Banyak pelayanan pastoral pribadi yang tidak berjalan dengan lancar, karena si pelayan salah dalam menggunakan pendekatan pastoral. Pada saat ini, pelayan-pelayan kristiani dibekali latihan-latihan khusus ataupun teori-teori pastoral agar dapat menggunakan pendekatan yang pas demi kelancaran pelayanannya. Teori sebenarnya penting, namun yang terpenting adalah pengalaman hidup dar pelayan kristiani itu sendiri.

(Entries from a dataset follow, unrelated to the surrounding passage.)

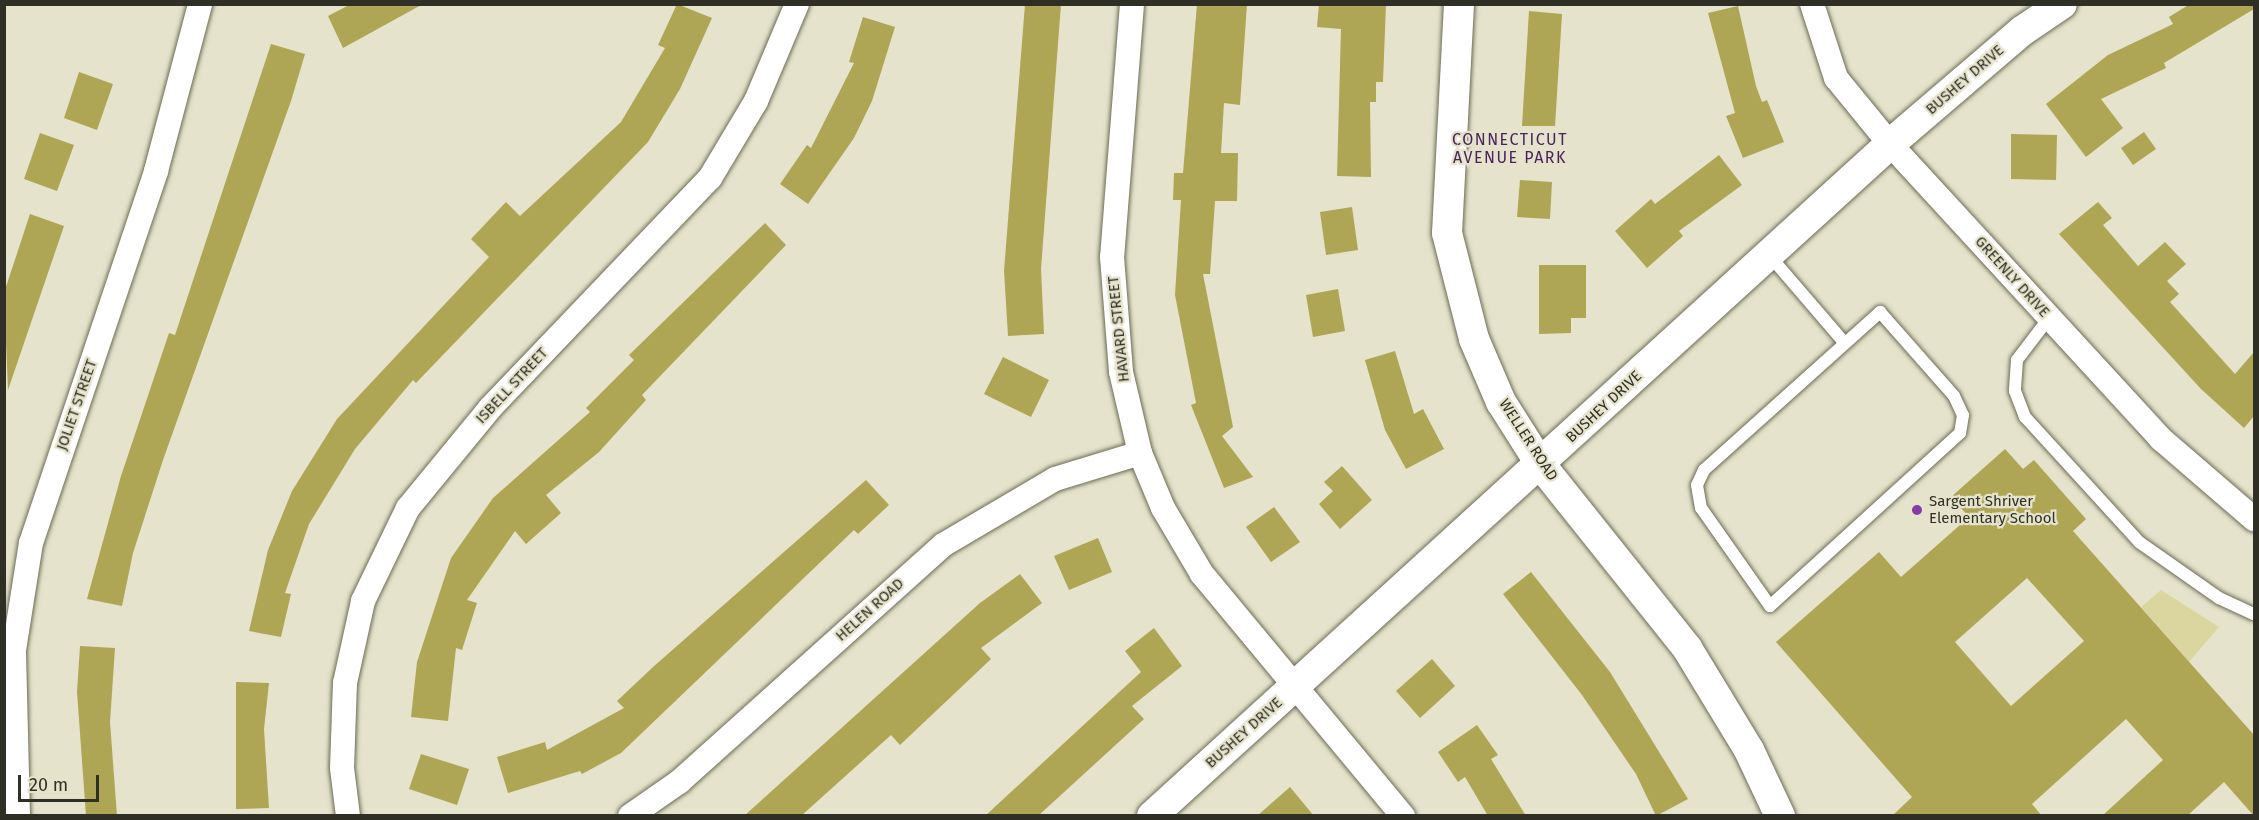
<!DOCTYPE html>
<style>
body{margin:0}
#map{position:relative;width:2259px;height:820px;overflow:hidden;background:#e5e3cb;font-family:"Fira Sans",sans-serif}
div>[style]{position:absolute}
[style*='--x']{left:calc(var(--x)*1px);top:calc(var(--y)*1px);width:calc(var(--w)*1px);rotate:calc(var(--a)*1deg)}
.green>*{inset:0;background:#dbd6a0}
.building>*{inset:0;background:#aea654}
.roads{filter:drop-shadow(0 0 2px #6c6b55) drop-shadow(0 0 2px #6c6b55)}
.service>*{height:12px;margin:-6px;padding:0 6px;transform-origin:6px;border-radius:6px;background:#fff}
.minor>*{height:24px;margin:-12px;padding:0 12px;transform-origin:12px;border-radius:12px;background:#fff}
.tertiary>*{height:30px;margin:-15px;padding:0 15px;transform-origin:15px;border-radius:15px;background:#fff}
.dots>*{width:16px;height:16px;translate:-50% -50%;box-sizing:border-box;border:3px solid #e5e3cb;border-radius:50%}
span{translate:-50% -50%;white-space:nowrap;text-align:center;line-height:1.15;-webkit-text-stroke:4.5px #e5e3cb;paint-order:stroke}
.street-label{font-size:15px;color:#302f26}
.poi-label{font-size:15px;color:#302f26}
.left{translate:0 -50%;text-align:left}
.neighbourhood-label{font-size:16px;color:#49245b;letter-spacing:1.5px}
.frame{position:absolute;inset:0;border:6px solid #302f26;pointer-events:none}
.scale{position:absolute;left:18px;top:775px;width:81px;height:27px;box-sizing:border-box;border:3px solid #302f26;border-top:0;padding-left:8px;font-size:18px;line-height:21px;white-space:nowrap;color:#302f26;-webkit-text-stroke:4px #e5e3cb;paint-order:stroke}
</style>
<div id="map">
<div class="green">
<i style="clip-path:polygon(2161px 590px,2219px 627px,2189px 662px,2141px 607px)"></i>
</div>
<div class="building">
<i style="clip-path:polygon(351px 4px,423px 4px,343px 48px,328px 16px)"></i>
<i style="clip-path:polygon(677px 4px,712px 18px,680px 89px,648px 142px,416px 383px,413px 380px,355px 449px,309px 524px,285px 593px,291px 594px,281px 637px,249px 631px,268px 550px,292px 491px,337px 419px,489px 257px,471px 239px,506px 202px,520px 216px,621px 122px,665px 48px,658px 45px)"></i>
<i style="clip-path:polygon(1025px 4px,1061px 4px,1041px 269px,1044px 334px,1008px 336px,1004px 271px)"></i>
<i style="clip-path:polygon(1197px 4px,1247px 4px,1240px 105px,1224px 103px,1221px 153px,1238px 153px,1237px 201px,1215px 201px,1210px 274px,1203px 274px,1233px 427px,1222px 436px,1253px 477px,1224px 488px,1191px 405px,1196px 403px,1175px 295px,1181px 200px,1173px 200px,1174px 173px,1183px 173px)"></i>
<i style="clip-path:polygon(1319px 4px,1386px 4px,1383px 82px,1376px 82px,1376px 102px,1370px 102px,1371px 177px,1337px 176px,1341px 29px,1317px 27px)"></i>
<i style="clip-path:polygon(2190px 4px,2254px 4px,2254px 9px,2164px 63px,2166px 68px,2101px 99px,2123px 128px,2086px 157px,2046px 104px,2108px 55px,2173px 24px,2169px 17px)"></i>
<i style="clip-path:polygon(1738px 6px,1756px 86px,1762px 102px,1767px 100px,1784px 142px,1743px 158px,1726px 116px,1735px 113px,1708px 13px)"></i>
<i style="clip-path:polygon(1529px 11px,1562px 14px,1555px 126px,1522px 126px)"></i>
<i style="clip-path:polygon(863px 17px,895px 27px,872px 101px,854px 138px,808px 204px,780px 184px,807px 145px,811px 148px,854px 63px,849px 62px)"></i>
<i style="clip-path:polygon(271px 44px,305px 54px,291px 101px,163px 460px,133px 553px,122px 606px,87px 599px,121px 476px,169px 333px,175px 335px)"></i>
<i style="clip-path:polygon(79px 72px,113px 84px,97px 130px,64px 118px)"></i>
<i style="clip-path:polygon(2144px 132px,2156px 149px,2133px 165px,2121px 148px)"></i>
<i style="clip-path:polygon(40px 133px,74px 145px,57px 191px,24px 179px)"></i>
<i style="clip-path:polygon(2011px 134px,2057px 135px,2056px 180px,2011px 179px)"></i>
<i style="clip-path:polygon(1719px 155px,1742px 185px,1679px 231px,1683px 236px,1647px 268px,1615px 231px,1651px 199px,1655px 204px)"></i>
<i style="clip-path:polygon(1520px 180px,1552px 182px,1550px 219px,1517px 217px)"></i>
<i style="clip-path:polygon(2098px 202px,2112px 218px,2103px 225px,2138px 266px,2165px 242px,2186px 264px,2167px 281px,2179px 294px,2170px 302px,2235px 374px,2254px 352px,2254px 416px,2244px 428px,2201px 389px,2059px 234px)"></i>
<i style="clip-path:polygon(1352px 207px,1358px 250px,1326px 255px,1320px 212px)"></i>
<i style="clip-path:polygon(30px 214px,64px 226px,8px 390px,4px 293px)"></i>
<i style="clip-path:polygon(765px 223px,786px 245px,642px 395px,646px 400px,599px 452px,546px 495px,561px 513px,526px 544px,515px 531px,467px 600px,477px 603px,462px 650px,456px 648px,448px 721px,411px 717px,417px 662px,451px 558px,493px 498px,590px 412px,586px 408px,634px 360px,629px 355px)"></i>
<i style="clip-path:polygon(1539px 265px,1586px 265px,1586px 318px,1571px 318px,1571px 333px,1539px 334px)"></i>
<i style="clip-path:polygon(1338px 289px,1345px 331px,1313px 337px,1306px 295px)"></i>
<i style="clip-path:polygon(1395px 351px,1414px 414px,1423px 409px,1444px 449px,1406px 469px,1385px 430px,1365px 360px)"></i>
<i style="clip-path:polygon(1003px 357px,1049px 380px,1031px 417px,984px 394px)"></i>
<i style="clip-path:polygon(evenodd,2005px 449px,2023px 469px,2034px 460px,2086px 519px,2073px 531px,2254px 735px,2254px 816px,2224px 782px,2187px 816px,2102px 816px,2163px 760px,2126px 719px,2032px 804px,2042px 816px,1892px 816px,1912px 797px,1776px 642px,1879px 552px,1901px 577px,1969px 517px,1951px 497px,2005px 449px,2027px 578px,2084px 641px,2011px 706px,1955px 642px,2027px 578px)"></i>
<i style="clip-path:polygon(1342px 466px,1372px 500px,1340px 529px,1319px 504px,1333px 491px,1324px 482px)"></i>
<i style="clip-path:polygon(866px 480px,889px 505px,858px 534px,854px 530px,621px 753px,582px 774px,580px 771px,508px 793px,497px 757px,545px 742px,547px 750px,624px 708px,617px 701px,653px 667px)"></i>
<i style="clip-path:polygon(1274px 507px,1300px 542px,1271px 562px,1246px 527px)"></i>
<i style="clip-path:polygon(1098px 538px,1112px 572px,1069px 590px,1054px 556px)"></i>
<i style="clip-path:polygon(1531px 572px,1610px 672px,1688px 799px,1656px 816px,1636px 774px,1582px 695px,1503px 594px)"></i>
<i style="clip-path:polygon(1020px 574px,1042px 603px,981px 648px,991px 659px,900px 745px,891px 735px,801px 816px,744px 816px,980px 603px)"></i>
<i style="clip-path:polygon(1154px 628px,1182px 666px,1132px 706px,1144px 719px,1038px 816px,985px 816px,1141px 672px,1125px 651px)"></i>
<i style="clip-path:polygon(80px 646px,115px 648px,110px 722px,117px 816px,86px 816px,77px 692px)"></i>
<i style="clip-path:polygon(1432px 659px,1455px 686px,1420px 718px,1396px 691px)"></i>
<i style="clip-path:polygon(236px 682px,269px 683px,264px 729px,269px 808px,236px 809px)"></i>
<i style="clip-path:polygon(1477px 725px,1498px 755px,1491px 759px,1526px 816px,1488px 816px,1465px 777px,1458px 782px,1438px 752px)"></i>
<i style="clip-path:polygon(421px 754px,469px 769px,457px 805px,409px 789px)"></i>
<i style="clip-path:polygon(1290px 787px,1314px 816px,1257px 816px)"></i>
</div>
<div class="roads">
<div class="service">
<i style="--x:1769;--y:255;--w:113;--a:49.3"></i>
<i style="--x:1880;--y:312;--w:112;--a:48.6"></i>
<i style="--x:1954;--y:396;--w:21;--a:65"></i>
<i style="--x:1963;--y:415;--w:18;--a:99"></i>
<i style="--x:1960;--y:433;--w:257;--a:137.7"></i>
<i style="--x:1770;--y:606;--w:120;--a:-125.1"></i>
<i style="--x:1701;--y:508;--w:23;--a:-100"></i>
<i style="--x:1697;--y:485;--w:17;--a:-65"></i>
<i style="--x:1704;--y:470;--w:237;--a:-41.9"></i>
<i style="--x:2049;--y:318;--w:53;--a:127.3"></i>
<i style="--x:2017;--y:360;--w:31;--a:94"></i>
<i style="--x:2015;--y:391;--w:28;--a:69"></i>
<i style="--x:2025;--y:417;--w:169;--a:47.6"></i>
<i style="--x:2139;--y:542;--w:98;--a:35"></i>
<i style="--x:2219;--y:598;--w:38;--a:25"></i>
</div>
<div class="minor">
<i style="--x:1132;--y:4;--w:254;--a:94.5"></i>
<i style="--x:1112;--y:257;--w:115;--a:85.5"></i>
<i style="--x:1121;--y:372;--w:83;--a:76.8"></i>
<i style="--x:1140;--y:453;--w:60;--a:67.3"></i>
<i style="--x:1163;--y:508;--w:77;--a:59.4"></i>
<i style="--x:1202;--y:574;--w:315;--a:50.3"></i>
<i style="--x:1812;--y:4;--w:78;--a:72"></i>
<i style="--x:1836;--y:78;--w:85;--a:50.7"></i>
<i style="--x:1890;--y:144;--w:401;--a:47.4"></i>
<i style="--x:2161;--y:439;--w:123;--a:40.7"></i>
<i style="--x:18;--y:816;--w:166;--a:-91.4"></i>
<i style="--x:14;--y:650;--w:108;--a:-81"></i>
<i style="--x:31;--y:543;--w:392;--a:-71.4"></i>
<i style="--x:156;--y:171;--w:173;--a:-75.2"></i>
<i style="--x:348;--y:816;--w:48;--a:-97.1"></i>
<i style="--x:342;--y:768;--w:85;--a:-88"></i>
<i style="--x:345;--y:683;--w:84;--a:-77.6"></i>
<i style="--x:363;--y:601;--w:103;--a:-64.2"></i>
<i style="--x:408;--y:508;--w:129;--a:-50.6"></i>
<i style="--x:490;--y:408;--w:318;--a:-46.3"></i>
<i style="--x:710;--y:178;--w:90;--a:-59.1"></i>
<i style="--x:756;--y:101;--w:105;--a:-67.1"></i>
<i style="--x:630;--y:816;--w:60;--a:-34.8"></i>
<i style="--x:679;--y:782;--w:355;--a:-41.9"></i>
<i style="--x:943;--y:545;--w:130;--a:-30.5"></i>
<i style="--x:1055;--y:479;--w:89;--a:-17"></i>
</div>
<div class="tertiary">
<i style="--x:1459;--y:4;--w:229;--a:93"></i>
<i style="--x:1447;--y:233;--w:109;--a:75.7"></i>
<i style="--x:1474;--y:339;--w:69;--a:66.8"></i>
<i style="--x:1501;--y:402;--w:75;--a:57.6"></i>
<i style="--x:1541;--y:465;--w:234;--a:51.4"></i>
<i style="--x:1687;--y:648;--w:119;--a:58.7"></i>
<i style="--x:1749;--y:750;--w:73;--a:64.8"></i>
<i style="--x:1152;--y:816;--w:998;--a:-42.32"></i>
<i style="--x:1890;--y:144;--w:174;--a:-40.6"></i>
<i style="--x:2022;--y:31;--w:48;--a:-34"></i>
</div>
</div>
<div class="dots">
<i style="left:1917px;top:510px;background:#873aab"></i>
</div>
<div class="street-label">
<span style="left:1965px;top:80px;rotate:-41deg">BUSHEY DRIVE</span>
<span style="left:2012px;top:277px;rotate:48deg">GREENLY DRIVE</span>
<span style="left:1119px;top:329px;rotate:-96deg">HAVARD STREET</span>
<span style="left:512px;top:386px;rotate:-47deg">ISBELL STREET</span>
<span style="left:77px;top:405px;rotate:-71deg">JOLIET STREET</span>
<span style="left:1604px;top:407px;rotate:-43deg">BUSHEY DRIVE</span>
<span style="left:1528px;top:440px;rotate:57deg">WELLER ROAD</span>
<span style="left:870px;top:610px;rotate:-42deg">HELEN ROAD</span>
<span style="left:1244px;top:733px;rotate:-42deg">BUSHEY DRIVE</span>
</div>
<div class="poi-label">
<span class="left" style="left:1929px;top:510px">Sargent Shriver<br>Elementary School</span>
</div>
<div class="neighbourhood-label">
<span style="left:1510px;top:149px">CONNECTICUT<br>AVENUE PARK</span>
</div>
<div class="frame"></div>
<div class="scale">20 m</div>
</div>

Dengan belajar dari pengalaman-pengalaman pastoral pribadinya, maka pelayan kristiani dapat menjernihkan pengalaman-pengalamannya sendiri. Dari proses pembelajaran tersebut, ia akan dapat mempunyai suatu cara konkret untuk mengenali secara persis apa yang terjadi dalam karya pastoralnya dan suatu kesempatan istimewa untuk berpikir realistis mengenai cara-cara tindakan pastoral lain.
Pelayanan adalah kontemplasi, karena pelayanan merupakan penyingkapan realitas yang terus-menerus terjadi, pe-wahyu-an cahaya Allah dan sekaligus kegelapan manusia. Dalam perspektif ini, pelayanan pastoral pribadi tidak pernah dapat dibatasi pada penerapan ketrampilan atau teknik apa pun, karena pada akhirnya pelayanan adalah pencarian Allah yang terus-menerus yang berlangsung dalam kehidupan orang yang kita layani. Seorang “klien” pastoral pribadi adalah sebuah dokumen hidup, sehingga pelayanan pastoral berarti suatu kontemplasi yang teliti dan kritis mengenai keadaan manusia.

4. Berorganisasi
Terkait dengan permasalahan berorganisasi, seorang pelayan kristian diharapkan dapat menjadi pembawa perubahan sosial. Seringkali seorang pelayan kristiani mengalami frustasi atau tekanan di dalam kehidupan organisasi di gereja. Hal ini dikarenakan mereka tidak dapat menyentuh struktur-struktur kehidupan yang paling mendasar, seperti kemanusiaan, kasih, pelayanan, dll. Seorang pelayan kristiani seringkali cenderung fokus pada struktur berorganisasi yang ada dalam gereja, bukan struktur kehidupan jemaat itu sendiri.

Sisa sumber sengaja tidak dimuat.